# English BERT

The English BERT block implements the BERT—​Bidirectional Encoder Representations from Transformers—​network in its base size, as published in BERT: Pre-training of Deep Bidirectional Transformers for Language Understanding.

BERT pushes the state of the art in Natural Language Processing by combining two powerful technologies:

• It is based on a deep Transformer encoder network, a type of network that can process long texts efficiently by using self-attention.

• It is bidirectional, meaning that it uses the whole text passage to understand the meaning of each word.

 Note DisclaimerPlease note that datasets, machine-learning models, weights, topologies, research papers and other content, including open source software, (collectively referred to as “Content”) provided and/or suggested by Peltarion for use in the Platform and otherwise, may be subject to separate third party terms of use or license terms. You are solely responsible for complying with the applicable terms. Peltarion makes no representations or warranties about Content. You expressly relieve us from any and all liability, loss or risk arising (directly or indirectly) from Your use of any third party content.

What’s more, the original authors have released pre-trained weights, so that you can use it with minimal training work.

## Using the English BERT block

### Use cases

The English BERT block is initialized with weights pretrained on BookCorpus and English Wikipedia, which gives English BERT a good general understanding of English.

This means that you can easily fine-tune this block for a variety of tasks, like sentiment analysis, topic classification, or authorship verification.

### Input

The input of the English BERT must come from an Input block that provides a text encoded feature.

### Output

The English BERT block returns the so-called CLS output. This output is a vector that can be passed to other blocks to perform regression or classification.

### Parameters

Sequence length: The maximum length of text that the model processes, in number of tokens. There are generally 1 to 3 tokens per word.
Aim for a Sequence length that is the typical size of your text feature, since larger values require more computation time but smaller values may cause the end of your text to be ignored.

The English BERT block supports sequence lengths between 3 and 512 tokens.
Note that 2 tokens are reserved for internal use, so a Sequence length of 3 processes a single token of text.

Trainable: Whether we want the training algorithm to change the value of the weights during training. In some cases, one will want to keep parts of the network static.

## Training the English BERT block

### Fine-tuning a BERT model

BERT is a powerful model, which can learn most fine-tuning datasets very easily. This means that it is prone to catastrophic forgetting and overfitting of the new dataset when trained with inappropriate settings.

To avoid these issues, train your model with a very low Learning rate, of the order of 10-5 to 10-6.
In addition, only train for a few Epochs, between 1 and 3.

### Memory consumption of BERT

The English BERT block is a very large model, which requires a large amount of memory to train.

The estimation of memory consumption displayed when using a BERT model is unfortunately not accurate at the moment.
As a rule of thumb, keep the product Batch size * Sequence length lower than 3000 to avoid memory issues.

If an experiment fails because the model requires too much memory, try reducing the Batch size in the experiment’s settings.
You can consider reducing the Sequence length of the block as well, as long as this doesn’t remove significant information.

Example

Sequence lengthBatch size

512

6

200

10

100

25

50

55

10

250

## BERT Structure

The English BERT block implements the base version of the BERT network.
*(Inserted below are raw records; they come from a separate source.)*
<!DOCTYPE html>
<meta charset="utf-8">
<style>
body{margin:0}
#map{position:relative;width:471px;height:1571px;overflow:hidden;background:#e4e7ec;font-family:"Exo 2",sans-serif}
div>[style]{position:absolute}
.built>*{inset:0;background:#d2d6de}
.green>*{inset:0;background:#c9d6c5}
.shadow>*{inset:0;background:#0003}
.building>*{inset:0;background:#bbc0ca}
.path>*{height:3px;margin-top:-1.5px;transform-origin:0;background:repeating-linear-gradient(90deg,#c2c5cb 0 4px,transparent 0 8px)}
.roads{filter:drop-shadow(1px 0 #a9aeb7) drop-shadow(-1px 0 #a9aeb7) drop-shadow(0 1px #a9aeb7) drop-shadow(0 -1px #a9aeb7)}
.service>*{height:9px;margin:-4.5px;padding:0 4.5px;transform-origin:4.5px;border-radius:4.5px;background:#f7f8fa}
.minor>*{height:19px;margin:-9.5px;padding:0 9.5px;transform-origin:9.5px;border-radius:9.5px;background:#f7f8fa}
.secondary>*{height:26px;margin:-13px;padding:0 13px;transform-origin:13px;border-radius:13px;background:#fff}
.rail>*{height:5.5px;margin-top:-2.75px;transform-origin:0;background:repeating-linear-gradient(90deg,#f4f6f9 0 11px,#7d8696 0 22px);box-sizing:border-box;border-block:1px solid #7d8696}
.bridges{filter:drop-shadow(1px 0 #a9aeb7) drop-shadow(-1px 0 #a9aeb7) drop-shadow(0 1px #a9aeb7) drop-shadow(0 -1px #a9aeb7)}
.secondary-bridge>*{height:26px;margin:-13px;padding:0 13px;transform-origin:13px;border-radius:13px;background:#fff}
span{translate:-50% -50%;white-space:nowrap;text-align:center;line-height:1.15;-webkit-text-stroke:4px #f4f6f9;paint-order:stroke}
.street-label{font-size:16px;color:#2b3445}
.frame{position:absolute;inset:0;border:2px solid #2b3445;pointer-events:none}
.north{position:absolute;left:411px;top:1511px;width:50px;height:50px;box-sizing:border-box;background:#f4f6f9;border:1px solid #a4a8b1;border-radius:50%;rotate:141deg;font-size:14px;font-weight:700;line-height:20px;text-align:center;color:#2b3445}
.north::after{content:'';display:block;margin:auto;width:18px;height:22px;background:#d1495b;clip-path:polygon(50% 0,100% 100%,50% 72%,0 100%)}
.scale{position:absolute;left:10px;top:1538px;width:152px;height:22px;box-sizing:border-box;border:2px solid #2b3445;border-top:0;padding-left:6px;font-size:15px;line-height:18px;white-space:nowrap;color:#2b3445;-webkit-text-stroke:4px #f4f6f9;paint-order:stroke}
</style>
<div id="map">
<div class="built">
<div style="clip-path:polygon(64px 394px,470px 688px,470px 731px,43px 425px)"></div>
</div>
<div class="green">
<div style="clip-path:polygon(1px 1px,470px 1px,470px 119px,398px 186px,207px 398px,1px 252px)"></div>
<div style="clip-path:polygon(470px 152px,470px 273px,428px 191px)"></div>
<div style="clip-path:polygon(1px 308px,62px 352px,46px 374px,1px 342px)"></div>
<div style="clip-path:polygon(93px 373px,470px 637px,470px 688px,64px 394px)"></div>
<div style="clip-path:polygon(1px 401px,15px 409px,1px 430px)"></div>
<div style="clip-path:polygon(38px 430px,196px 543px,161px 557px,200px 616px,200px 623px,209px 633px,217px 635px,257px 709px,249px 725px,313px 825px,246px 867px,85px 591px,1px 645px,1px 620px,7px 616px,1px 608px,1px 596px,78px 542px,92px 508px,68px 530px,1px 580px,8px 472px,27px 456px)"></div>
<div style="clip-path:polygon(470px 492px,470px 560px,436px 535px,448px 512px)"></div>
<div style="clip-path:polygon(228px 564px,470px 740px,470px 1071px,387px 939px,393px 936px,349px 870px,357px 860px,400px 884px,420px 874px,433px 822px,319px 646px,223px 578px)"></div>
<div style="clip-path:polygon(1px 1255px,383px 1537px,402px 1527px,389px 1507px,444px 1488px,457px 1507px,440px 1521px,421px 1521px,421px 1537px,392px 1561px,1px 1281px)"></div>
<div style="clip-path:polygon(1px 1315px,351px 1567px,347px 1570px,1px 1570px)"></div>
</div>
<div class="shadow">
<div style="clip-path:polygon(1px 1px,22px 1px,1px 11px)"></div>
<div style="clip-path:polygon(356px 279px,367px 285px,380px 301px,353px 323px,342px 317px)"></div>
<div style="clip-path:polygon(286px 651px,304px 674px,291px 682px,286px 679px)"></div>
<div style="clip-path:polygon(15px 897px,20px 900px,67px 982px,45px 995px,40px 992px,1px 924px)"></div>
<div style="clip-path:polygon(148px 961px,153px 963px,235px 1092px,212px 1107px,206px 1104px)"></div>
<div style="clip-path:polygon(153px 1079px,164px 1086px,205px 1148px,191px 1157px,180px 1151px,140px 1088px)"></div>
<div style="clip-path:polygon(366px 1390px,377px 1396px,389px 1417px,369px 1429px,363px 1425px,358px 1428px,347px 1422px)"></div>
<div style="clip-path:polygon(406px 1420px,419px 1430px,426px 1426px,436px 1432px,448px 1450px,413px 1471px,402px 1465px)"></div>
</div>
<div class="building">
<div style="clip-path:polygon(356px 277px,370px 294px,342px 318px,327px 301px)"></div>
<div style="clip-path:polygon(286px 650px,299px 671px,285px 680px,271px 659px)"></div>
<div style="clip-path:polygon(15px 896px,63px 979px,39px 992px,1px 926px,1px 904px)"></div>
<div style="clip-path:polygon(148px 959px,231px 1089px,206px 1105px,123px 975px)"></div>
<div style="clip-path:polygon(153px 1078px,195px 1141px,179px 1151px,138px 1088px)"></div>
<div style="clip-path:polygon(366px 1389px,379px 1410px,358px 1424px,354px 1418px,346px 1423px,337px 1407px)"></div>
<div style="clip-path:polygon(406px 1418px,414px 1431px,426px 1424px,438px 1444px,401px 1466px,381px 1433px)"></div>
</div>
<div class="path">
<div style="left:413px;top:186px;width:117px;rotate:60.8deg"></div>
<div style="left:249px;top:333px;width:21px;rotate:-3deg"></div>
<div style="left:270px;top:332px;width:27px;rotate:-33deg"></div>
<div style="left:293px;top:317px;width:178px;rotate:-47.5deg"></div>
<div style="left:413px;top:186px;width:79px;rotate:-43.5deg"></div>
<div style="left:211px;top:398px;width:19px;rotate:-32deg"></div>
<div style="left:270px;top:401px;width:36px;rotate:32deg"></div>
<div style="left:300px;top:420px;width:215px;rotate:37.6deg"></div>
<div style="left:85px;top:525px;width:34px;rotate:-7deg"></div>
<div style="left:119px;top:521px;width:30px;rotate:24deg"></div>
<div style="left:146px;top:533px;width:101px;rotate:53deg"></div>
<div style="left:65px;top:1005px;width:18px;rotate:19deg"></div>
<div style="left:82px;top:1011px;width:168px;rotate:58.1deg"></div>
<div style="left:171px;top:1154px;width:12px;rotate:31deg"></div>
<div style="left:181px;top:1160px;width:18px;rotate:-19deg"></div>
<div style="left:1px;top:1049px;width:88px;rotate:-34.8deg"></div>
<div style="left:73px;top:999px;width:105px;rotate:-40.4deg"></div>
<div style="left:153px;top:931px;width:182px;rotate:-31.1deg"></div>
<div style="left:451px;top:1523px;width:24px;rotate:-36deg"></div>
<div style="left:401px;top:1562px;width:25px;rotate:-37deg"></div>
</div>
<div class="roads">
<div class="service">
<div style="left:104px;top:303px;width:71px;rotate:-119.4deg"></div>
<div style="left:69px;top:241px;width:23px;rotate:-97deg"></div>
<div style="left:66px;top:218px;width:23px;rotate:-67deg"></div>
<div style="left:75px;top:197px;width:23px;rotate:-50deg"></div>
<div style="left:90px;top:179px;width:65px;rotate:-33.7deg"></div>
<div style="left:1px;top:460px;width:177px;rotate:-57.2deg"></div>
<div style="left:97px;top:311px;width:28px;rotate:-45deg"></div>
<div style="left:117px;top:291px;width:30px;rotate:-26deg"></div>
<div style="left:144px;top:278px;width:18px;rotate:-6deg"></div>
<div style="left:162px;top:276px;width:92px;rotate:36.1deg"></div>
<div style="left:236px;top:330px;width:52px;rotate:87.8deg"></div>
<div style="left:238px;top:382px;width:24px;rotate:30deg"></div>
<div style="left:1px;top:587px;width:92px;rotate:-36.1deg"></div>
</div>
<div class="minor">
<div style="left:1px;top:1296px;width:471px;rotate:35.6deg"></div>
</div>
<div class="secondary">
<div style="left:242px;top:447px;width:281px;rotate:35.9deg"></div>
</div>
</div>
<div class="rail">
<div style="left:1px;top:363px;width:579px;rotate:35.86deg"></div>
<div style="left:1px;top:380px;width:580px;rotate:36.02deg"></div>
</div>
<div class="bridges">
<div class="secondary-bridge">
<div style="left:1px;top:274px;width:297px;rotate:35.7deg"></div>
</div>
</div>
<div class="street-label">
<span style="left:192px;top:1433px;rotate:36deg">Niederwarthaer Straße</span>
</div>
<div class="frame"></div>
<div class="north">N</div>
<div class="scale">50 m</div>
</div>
It is composed of 12 successive transformer layers, each having 12 attention heads.
The total number of parameters is 110 million.

Figure 1. Structure of BERT

Every token in the input of the block is first embedded into a learned 768-long embedding vector.
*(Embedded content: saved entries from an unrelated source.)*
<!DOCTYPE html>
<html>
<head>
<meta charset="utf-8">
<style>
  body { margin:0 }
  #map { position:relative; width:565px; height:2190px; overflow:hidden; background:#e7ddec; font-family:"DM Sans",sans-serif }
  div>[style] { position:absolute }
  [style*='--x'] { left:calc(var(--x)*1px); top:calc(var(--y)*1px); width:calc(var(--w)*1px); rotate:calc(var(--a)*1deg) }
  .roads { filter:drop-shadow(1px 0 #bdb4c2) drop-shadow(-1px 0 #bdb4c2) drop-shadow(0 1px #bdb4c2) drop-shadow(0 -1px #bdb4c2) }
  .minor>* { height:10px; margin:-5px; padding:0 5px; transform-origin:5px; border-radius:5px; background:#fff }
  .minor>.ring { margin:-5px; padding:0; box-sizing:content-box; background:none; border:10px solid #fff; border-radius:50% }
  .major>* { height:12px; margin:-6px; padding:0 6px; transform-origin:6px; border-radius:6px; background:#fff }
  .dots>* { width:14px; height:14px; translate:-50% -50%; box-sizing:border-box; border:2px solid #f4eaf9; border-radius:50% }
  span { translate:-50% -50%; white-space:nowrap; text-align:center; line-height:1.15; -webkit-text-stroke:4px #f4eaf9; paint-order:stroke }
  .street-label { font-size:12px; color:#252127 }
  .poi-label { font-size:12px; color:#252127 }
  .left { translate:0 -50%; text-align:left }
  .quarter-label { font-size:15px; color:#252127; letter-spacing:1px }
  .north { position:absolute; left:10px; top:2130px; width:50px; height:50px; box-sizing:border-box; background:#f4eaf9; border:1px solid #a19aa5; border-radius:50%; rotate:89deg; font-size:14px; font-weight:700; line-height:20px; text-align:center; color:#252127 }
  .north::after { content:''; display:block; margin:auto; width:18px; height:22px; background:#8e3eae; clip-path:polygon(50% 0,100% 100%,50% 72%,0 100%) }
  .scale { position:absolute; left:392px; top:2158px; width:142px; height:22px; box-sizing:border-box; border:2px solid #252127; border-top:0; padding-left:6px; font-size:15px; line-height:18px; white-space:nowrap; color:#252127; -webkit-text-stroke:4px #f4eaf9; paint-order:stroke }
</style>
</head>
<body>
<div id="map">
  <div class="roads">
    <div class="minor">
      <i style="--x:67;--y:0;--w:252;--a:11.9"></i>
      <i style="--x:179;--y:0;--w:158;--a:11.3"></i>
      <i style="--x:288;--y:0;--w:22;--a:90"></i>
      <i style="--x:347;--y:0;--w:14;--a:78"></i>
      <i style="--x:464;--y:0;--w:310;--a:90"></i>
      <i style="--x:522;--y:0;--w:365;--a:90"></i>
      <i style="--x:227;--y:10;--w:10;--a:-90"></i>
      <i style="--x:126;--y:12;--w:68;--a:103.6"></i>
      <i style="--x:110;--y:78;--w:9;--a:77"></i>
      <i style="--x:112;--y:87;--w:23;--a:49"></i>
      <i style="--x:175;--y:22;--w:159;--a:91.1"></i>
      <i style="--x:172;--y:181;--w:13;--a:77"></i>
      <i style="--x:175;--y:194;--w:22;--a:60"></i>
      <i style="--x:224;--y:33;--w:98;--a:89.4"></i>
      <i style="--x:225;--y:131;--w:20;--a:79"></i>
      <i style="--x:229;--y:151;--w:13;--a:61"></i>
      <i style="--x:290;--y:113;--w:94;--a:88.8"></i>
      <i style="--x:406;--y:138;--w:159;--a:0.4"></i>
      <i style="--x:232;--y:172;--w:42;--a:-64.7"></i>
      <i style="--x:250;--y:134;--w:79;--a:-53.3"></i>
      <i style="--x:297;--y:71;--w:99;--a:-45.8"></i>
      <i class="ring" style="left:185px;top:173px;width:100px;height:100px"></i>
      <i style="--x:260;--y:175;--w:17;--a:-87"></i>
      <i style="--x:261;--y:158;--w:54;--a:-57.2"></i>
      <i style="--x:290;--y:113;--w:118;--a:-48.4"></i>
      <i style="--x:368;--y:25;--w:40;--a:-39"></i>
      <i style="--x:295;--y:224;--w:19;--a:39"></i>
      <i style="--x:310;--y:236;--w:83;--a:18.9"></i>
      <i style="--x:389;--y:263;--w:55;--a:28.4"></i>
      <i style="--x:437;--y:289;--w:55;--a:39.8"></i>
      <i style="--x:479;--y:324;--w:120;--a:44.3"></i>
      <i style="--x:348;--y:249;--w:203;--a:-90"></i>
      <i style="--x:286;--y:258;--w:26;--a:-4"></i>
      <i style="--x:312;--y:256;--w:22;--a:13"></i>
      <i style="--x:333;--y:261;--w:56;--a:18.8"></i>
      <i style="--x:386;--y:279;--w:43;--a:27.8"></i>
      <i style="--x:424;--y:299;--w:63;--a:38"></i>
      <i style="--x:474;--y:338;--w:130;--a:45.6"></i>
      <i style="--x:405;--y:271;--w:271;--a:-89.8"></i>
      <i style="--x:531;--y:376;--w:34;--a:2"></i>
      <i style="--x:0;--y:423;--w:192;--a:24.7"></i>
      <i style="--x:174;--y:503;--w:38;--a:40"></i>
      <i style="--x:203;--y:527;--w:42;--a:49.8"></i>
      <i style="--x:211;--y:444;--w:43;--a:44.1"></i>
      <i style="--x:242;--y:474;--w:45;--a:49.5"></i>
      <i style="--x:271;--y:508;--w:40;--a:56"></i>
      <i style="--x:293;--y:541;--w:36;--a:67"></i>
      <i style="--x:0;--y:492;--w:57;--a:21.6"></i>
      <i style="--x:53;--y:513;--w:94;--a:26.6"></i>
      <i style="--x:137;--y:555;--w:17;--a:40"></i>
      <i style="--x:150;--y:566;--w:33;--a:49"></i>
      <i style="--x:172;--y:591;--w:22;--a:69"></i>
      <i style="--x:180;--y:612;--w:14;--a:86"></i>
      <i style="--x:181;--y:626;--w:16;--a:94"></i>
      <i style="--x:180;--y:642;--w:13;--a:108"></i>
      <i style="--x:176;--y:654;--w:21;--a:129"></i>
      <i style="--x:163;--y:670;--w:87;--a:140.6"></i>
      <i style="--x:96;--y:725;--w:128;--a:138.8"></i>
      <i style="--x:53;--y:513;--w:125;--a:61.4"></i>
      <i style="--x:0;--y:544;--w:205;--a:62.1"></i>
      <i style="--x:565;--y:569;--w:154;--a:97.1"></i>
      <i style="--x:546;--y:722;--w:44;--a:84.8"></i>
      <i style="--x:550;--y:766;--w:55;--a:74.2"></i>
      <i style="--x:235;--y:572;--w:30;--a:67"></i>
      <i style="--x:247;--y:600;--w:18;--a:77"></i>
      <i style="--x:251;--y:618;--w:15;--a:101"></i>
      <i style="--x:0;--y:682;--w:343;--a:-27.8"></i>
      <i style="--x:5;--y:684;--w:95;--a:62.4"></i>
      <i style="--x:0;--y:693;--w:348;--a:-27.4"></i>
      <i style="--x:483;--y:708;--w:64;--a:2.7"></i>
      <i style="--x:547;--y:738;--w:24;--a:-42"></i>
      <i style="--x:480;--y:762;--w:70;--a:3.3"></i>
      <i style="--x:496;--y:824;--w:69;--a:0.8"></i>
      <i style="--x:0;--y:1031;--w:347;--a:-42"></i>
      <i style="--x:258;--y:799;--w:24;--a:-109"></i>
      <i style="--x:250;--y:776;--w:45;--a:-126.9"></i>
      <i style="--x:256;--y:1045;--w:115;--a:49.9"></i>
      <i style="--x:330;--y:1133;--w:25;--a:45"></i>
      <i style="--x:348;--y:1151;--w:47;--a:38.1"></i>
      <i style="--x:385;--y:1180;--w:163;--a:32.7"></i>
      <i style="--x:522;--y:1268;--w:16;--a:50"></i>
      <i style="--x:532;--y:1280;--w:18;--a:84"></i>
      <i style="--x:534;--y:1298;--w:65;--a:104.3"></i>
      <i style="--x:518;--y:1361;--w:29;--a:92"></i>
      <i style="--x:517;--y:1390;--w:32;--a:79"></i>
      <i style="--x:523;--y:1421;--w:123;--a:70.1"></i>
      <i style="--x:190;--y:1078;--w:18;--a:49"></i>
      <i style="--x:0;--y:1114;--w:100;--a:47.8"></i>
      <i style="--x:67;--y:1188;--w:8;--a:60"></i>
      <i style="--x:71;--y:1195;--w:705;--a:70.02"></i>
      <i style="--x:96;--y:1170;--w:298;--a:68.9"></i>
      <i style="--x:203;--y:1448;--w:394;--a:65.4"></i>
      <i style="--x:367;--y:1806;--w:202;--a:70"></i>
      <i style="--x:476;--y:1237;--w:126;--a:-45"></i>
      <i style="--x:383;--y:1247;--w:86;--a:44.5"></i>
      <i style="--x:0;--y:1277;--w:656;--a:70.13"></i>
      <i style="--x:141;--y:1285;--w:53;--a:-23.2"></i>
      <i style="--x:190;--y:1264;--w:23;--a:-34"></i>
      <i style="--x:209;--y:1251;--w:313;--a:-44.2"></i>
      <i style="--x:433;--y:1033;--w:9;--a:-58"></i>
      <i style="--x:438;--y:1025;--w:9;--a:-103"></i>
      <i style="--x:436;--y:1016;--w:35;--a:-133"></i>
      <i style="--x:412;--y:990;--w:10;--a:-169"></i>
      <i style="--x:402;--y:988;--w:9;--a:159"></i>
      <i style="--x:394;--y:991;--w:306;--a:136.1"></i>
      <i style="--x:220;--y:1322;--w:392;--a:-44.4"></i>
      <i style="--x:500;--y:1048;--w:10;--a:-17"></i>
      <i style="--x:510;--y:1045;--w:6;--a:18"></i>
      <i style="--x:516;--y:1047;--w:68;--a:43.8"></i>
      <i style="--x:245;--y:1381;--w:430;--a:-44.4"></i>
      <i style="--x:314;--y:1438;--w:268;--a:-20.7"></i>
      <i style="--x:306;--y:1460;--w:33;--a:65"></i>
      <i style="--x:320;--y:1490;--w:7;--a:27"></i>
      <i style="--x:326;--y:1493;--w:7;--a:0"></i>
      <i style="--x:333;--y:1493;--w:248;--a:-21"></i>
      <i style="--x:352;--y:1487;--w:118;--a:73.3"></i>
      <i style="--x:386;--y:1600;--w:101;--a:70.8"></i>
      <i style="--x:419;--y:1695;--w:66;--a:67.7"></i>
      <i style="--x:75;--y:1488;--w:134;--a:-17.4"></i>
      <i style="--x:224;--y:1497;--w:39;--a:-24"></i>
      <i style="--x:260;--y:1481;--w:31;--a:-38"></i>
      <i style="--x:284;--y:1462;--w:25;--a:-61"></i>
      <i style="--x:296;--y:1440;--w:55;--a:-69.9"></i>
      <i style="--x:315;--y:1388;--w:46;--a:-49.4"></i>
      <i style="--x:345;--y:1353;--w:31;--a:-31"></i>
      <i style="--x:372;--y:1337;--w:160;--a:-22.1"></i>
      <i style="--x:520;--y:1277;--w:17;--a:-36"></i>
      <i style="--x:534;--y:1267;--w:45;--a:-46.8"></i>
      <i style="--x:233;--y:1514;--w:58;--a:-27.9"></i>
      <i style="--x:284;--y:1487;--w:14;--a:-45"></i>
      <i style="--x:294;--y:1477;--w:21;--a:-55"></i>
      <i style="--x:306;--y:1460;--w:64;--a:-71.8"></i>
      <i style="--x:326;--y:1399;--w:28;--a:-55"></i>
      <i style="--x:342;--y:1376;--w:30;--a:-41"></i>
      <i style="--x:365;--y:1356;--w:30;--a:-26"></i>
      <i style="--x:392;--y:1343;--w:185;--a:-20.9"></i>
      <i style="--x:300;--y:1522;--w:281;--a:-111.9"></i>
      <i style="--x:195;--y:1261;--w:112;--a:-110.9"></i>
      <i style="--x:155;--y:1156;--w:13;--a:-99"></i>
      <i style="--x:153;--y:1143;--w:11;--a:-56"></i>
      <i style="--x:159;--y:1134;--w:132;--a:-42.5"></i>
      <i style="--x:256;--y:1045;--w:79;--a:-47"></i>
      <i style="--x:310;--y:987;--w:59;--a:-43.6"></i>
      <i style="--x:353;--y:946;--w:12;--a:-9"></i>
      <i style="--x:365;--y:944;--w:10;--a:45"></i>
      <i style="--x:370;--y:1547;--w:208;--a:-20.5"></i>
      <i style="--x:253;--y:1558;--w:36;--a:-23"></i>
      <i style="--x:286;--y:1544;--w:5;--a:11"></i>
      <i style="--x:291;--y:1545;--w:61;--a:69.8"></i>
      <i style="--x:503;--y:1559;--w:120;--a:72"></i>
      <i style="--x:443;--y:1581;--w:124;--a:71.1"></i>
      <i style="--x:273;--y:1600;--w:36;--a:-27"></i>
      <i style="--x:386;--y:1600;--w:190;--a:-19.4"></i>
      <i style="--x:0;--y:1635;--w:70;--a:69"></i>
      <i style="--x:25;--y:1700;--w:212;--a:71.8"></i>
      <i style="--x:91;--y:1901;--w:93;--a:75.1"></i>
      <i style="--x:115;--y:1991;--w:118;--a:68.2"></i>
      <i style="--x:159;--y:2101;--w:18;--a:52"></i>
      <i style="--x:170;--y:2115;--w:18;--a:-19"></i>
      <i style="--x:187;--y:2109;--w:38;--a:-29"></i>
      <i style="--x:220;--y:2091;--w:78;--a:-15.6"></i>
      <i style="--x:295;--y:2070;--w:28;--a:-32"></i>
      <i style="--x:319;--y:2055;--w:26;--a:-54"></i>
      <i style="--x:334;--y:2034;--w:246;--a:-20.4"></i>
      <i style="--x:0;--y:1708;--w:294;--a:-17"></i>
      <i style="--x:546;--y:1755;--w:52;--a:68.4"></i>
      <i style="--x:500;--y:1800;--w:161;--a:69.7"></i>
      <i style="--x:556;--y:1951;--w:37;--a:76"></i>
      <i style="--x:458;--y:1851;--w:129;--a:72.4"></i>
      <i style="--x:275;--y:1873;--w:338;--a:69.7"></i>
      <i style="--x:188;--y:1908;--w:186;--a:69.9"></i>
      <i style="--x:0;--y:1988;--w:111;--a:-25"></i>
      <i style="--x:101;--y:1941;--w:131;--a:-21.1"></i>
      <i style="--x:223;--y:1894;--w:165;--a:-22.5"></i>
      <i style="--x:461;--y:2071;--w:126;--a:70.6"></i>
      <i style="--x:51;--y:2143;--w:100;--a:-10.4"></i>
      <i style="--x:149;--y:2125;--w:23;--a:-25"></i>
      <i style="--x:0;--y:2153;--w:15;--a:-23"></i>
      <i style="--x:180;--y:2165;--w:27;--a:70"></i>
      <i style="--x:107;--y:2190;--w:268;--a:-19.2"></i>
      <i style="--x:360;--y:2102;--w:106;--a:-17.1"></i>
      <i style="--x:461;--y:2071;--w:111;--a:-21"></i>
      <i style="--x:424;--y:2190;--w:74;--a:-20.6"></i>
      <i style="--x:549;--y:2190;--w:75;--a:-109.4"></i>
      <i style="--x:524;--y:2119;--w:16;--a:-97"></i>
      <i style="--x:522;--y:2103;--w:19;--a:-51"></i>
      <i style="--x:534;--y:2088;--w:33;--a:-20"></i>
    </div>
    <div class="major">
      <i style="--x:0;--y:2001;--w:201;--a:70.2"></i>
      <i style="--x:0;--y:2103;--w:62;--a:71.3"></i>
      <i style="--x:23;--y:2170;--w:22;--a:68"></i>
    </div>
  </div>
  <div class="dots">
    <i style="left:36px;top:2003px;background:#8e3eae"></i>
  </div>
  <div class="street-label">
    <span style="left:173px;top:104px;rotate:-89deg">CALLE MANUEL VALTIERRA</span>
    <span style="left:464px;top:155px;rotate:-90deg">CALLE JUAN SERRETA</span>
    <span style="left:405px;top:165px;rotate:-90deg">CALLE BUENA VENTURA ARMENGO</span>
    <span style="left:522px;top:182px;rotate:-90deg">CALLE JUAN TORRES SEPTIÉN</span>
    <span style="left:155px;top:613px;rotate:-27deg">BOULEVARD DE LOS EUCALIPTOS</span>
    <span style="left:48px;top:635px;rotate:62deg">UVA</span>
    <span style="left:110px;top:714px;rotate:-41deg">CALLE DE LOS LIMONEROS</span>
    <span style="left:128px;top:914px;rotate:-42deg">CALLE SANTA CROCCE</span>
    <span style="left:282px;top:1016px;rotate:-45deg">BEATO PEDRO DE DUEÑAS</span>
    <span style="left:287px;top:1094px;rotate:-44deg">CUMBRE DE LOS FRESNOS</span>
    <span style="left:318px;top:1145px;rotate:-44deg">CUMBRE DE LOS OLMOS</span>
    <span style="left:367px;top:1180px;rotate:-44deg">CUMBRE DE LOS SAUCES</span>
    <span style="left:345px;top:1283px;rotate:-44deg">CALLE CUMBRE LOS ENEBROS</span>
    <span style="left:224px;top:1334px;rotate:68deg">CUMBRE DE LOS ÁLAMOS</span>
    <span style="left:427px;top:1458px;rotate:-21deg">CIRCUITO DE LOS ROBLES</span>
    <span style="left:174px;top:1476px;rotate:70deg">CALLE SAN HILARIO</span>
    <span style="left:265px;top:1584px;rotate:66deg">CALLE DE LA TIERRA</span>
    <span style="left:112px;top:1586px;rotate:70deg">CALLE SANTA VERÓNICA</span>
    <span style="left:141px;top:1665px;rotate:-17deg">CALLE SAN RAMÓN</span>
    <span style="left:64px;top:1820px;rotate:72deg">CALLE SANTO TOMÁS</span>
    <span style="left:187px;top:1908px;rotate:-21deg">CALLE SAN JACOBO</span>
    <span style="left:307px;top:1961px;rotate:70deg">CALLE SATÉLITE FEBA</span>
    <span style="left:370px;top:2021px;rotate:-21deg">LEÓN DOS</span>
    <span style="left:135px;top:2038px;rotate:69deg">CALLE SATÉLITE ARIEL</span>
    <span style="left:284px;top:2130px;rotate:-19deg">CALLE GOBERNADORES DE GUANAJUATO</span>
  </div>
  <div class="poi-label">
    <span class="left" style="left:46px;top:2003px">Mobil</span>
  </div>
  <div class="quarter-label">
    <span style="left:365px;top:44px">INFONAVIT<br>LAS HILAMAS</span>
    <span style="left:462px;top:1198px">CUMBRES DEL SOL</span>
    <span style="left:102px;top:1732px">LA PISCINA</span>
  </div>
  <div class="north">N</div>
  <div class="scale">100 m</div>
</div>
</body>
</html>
Each embedding vector is then transformed progressively every time it traverses one of the BERT Encoder layers:

• Through linear projections, every embedding vector creates a triplet of 64-long vectors, called the key, query, and value vectors

• The key, query, and value vectors from all the embeddings pass through a self-attention head, which outputs one 64-long vector for each input triplet.
Every output vector from the self-attention head is a function of the whole input sequence, which is what makes BERT context-aware.

• A single embedding vector uses different linear projections to create 12 unique triplets of key, query, and value vectors, which all go through their own self-attention head.
This allows each self-attention head to focus on different aspects of how the tokens interact with each other.

• The output from all the self-attention heads are first concatenated together, then they go through another linear projection and a feed-forward layer, which helps to utilize deep non-linearity. Residual connections from previous states are also used to increase robustness.

The result is a sequence of transformed embedding vectors, which are sent through the same layer structure 11 more times.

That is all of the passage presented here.